Stored data entries

= Beginning of Section =

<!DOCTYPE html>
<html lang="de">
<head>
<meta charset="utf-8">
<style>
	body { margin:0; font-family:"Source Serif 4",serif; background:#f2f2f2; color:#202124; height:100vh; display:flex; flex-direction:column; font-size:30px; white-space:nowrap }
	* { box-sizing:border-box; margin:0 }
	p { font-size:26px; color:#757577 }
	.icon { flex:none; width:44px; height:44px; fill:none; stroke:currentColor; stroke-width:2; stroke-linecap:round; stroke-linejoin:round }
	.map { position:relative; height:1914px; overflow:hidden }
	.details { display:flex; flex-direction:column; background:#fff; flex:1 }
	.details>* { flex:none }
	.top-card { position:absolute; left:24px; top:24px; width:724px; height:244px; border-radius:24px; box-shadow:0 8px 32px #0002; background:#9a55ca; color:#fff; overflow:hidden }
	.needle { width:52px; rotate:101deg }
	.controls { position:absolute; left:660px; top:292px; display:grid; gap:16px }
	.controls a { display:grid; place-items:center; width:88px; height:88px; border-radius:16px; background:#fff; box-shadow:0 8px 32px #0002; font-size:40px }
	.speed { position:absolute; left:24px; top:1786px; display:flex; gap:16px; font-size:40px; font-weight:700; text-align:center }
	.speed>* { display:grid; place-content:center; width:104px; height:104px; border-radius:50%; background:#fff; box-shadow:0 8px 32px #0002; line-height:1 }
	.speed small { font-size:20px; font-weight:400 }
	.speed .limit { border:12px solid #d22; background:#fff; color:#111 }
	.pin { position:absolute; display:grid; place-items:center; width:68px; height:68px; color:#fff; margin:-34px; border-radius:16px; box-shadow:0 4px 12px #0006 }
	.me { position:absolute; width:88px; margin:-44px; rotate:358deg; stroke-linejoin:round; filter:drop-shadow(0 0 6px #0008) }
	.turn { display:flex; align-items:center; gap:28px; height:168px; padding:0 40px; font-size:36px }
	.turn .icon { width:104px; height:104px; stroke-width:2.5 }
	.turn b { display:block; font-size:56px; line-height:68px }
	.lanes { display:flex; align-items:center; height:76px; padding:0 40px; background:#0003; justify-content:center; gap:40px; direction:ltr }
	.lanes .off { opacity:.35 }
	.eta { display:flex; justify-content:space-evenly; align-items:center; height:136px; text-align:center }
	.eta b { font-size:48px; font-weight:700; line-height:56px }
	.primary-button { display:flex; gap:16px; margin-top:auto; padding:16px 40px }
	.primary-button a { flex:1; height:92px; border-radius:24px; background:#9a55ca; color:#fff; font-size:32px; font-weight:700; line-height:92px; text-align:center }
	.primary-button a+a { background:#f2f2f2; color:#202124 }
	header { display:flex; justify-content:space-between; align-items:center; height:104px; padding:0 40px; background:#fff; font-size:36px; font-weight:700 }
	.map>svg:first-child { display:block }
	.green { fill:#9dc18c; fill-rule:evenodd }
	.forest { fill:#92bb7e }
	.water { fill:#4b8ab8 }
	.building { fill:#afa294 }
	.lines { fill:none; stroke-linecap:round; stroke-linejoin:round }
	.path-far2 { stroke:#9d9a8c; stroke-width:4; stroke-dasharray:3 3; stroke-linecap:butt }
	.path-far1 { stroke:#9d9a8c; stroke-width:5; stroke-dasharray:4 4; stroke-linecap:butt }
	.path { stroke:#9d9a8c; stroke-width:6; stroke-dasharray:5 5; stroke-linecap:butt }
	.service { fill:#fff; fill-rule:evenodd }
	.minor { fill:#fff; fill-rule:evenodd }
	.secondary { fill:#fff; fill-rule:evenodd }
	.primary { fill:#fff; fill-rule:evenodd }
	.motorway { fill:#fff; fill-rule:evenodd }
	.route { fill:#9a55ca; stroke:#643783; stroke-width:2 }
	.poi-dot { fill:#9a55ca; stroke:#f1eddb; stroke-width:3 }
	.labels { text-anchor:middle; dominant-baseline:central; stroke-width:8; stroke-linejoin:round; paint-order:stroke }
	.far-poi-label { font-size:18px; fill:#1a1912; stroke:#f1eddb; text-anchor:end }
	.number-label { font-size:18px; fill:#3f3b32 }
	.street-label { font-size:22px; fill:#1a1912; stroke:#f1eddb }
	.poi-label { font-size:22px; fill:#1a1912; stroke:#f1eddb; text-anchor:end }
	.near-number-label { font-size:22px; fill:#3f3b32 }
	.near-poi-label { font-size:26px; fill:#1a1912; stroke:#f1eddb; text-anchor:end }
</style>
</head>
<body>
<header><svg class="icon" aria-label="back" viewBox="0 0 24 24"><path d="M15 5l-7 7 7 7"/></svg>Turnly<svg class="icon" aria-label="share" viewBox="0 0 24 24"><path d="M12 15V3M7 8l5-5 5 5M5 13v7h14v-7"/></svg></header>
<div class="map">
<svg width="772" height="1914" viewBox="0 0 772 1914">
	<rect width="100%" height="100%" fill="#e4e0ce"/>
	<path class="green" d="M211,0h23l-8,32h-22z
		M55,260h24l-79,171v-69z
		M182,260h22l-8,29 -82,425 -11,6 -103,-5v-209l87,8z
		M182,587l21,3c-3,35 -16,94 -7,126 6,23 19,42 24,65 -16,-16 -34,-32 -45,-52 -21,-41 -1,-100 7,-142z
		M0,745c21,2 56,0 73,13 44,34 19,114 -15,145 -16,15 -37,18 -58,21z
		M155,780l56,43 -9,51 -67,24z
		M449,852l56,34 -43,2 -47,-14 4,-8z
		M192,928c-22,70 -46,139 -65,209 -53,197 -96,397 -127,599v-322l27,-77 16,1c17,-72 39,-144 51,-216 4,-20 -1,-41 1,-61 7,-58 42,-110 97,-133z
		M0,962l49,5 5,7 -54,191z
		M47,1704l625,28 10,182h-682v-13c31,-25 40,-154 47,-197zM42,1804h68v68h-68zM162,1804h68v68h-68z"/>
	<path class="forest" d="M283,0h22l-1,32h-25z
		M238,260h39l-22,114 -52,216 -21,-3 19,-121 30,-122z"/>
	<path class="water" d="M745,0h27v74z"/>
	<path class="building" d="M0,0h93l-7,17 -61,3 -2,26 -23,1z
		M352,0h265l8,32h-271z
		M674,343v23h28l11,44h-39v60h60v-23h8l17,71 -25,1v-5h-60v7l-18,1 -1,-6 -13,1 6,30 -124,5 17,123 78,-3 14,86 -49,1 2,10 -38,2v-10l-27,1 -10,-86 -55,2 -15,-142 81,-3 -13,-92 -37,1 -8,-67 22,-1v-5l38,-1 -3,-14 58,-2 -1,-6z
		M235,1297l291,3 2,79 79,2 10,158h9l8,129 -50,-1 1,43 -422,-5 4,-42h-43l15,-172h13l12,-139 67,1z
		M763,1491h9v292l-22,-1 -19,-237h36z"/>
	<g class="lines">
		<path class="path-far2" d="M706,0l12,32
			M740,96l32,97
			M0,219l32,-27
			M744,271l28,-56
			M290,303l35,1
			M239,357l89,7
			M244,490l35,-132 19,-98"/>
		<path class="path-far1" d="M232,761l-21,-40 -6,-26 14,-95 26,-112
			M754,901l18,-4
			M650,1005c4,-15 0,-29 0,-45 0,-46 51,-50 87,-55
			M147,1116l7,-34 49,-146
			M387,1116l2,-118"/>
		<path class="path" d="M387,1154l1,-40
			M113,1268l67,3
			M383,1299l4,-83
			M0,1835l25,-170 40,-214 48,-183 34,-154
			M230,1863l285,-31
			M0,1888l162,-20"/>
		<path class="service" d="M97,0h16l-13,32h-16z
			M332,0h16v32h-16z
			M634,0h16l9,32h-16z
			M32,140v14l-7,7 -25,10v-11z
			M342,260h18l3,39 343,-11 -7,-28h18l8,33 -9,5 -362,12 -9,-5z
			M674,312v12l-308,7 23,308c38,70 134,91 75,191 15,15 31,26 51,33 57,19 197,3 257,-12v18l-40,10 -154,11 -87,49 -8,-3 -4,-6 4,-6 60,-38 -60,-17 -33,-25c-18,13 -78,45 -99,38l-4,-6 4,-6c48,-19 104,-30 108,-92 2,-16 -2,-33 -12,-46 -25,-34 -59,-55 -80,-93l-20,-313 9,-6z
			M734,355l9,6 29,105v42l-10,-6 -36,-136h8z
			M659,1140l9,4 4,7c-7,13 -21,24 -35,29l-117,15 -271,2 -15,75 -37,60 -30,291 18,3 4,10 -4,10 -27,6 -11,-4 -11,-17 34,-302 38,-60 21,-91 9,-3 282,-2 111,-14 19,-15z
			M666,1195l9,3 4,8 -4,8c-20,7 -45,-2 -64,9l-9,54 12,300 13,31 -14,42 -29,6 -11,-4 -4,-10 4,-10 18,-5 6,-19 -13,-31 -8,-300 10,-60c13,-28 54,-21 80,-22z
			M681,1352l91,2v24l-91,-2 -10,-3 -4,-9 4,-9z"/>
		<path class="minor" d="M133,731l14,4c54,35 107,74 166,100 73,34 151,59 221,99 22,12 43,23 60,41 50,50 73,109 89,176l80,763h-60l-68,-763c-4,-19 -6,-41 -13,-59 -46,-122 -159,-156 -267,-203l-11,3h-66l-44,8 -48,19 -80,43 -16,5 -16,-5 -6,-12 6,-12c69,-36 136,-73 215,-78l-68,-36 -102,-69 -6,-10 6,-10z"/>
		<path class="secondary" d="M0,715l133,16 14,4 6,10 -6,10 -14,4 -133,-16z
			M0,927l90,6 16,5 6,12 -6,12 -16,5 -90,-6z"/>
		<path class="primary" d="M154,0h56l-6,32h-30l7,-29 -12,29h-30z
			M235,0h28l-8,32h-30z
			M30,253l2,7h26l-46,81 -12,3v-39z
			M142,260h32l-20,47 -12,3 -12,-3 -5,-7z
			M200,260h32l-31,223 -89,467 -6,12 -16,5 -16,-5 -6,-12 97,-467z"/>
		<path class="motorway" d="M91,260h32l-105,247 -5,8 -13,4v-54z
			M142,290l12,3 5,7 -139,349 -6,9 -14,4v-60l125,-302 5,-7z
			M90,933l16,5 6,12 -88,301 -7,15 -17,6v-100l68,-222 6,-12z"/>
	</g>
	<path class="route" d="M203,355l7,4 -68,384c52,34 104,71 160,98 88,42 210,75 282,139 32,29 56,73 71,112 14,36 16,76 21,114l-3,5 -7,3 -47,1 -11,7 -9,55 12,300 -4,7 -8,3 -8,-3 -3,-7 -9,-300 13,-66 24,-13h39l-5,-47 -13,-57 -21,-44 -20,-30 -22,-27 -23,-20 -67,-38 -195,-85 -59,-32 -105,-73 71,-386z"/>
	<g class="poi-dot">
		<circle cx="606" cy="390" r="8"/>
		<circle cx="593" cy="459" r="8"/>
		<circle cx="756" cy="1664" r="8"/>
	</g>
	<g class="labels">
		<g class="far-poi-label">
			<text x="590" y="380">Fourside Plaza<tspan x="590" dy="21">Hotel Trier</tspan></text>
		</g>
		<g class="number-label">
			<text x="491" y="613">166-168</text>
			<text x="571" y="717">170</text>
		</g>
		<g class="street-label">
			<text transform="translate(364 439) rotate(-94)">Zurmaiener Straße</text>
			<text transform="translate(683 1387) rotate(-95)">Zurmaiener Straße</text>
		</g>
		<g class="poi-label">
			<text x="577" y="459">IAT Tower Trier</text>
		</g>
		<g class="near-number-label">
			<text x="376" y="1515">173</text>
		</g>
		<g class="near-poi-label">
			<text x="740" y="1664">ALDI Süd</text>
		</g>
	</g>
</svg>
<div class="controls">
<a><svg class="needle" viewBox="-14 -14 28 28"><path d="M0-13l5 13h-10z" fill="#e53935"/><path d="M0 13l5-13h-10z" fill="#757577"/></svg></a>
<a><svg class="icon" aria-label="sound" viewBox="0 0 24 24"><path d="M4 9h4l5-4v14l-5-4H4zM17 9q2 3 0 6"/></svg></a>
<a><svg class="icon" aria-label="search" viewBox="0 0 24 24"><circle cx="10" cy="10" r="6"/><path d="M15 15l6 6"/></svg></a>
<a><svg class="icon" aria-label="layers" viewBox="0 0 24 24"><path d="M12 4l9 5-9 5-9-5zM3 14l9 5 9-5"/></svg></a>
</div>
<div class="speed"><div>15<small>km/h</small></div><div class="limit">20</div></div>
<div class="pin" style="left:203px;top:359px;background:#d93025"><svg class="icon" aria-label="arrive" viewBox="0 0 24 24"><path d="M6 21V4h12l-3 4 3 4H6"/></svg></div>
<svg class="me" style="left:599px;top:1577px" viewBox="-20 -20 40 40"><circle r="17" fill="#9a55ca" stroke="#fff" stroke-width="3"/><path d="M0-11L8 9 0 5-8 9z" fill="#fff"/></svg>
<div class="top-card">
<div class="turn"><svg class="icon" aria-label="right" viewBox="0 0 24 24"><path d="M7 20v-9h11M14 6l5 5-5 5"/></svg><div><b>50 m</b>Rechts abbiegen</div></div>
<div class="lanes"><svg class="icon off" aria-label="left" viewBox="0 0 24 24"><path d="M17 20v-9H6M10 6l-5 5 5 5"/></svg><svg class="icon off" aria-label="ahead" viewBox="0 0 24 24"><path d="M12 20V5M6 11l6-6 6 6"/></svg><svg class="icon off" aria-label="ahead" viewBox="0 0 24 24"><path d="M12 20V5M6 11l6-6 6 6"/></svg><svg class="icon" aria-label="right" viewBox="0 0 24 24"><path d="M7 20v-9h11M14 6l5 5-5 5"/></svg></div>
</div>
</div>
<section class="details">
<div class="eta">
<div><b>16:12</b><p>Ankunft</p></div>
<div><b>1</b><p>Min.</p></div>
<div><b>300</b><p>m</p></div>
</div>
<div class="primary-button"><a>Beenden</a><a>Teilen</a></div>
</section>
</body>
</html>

= End of Section =

Look over the records above and copy each line that includes the string "limit".

	.speed .limit { border:12px solid #d22; background:#fff; color:#111 }
<div class="speed"><div>15<small>km/h</small></div><div class="limit">20</div></div>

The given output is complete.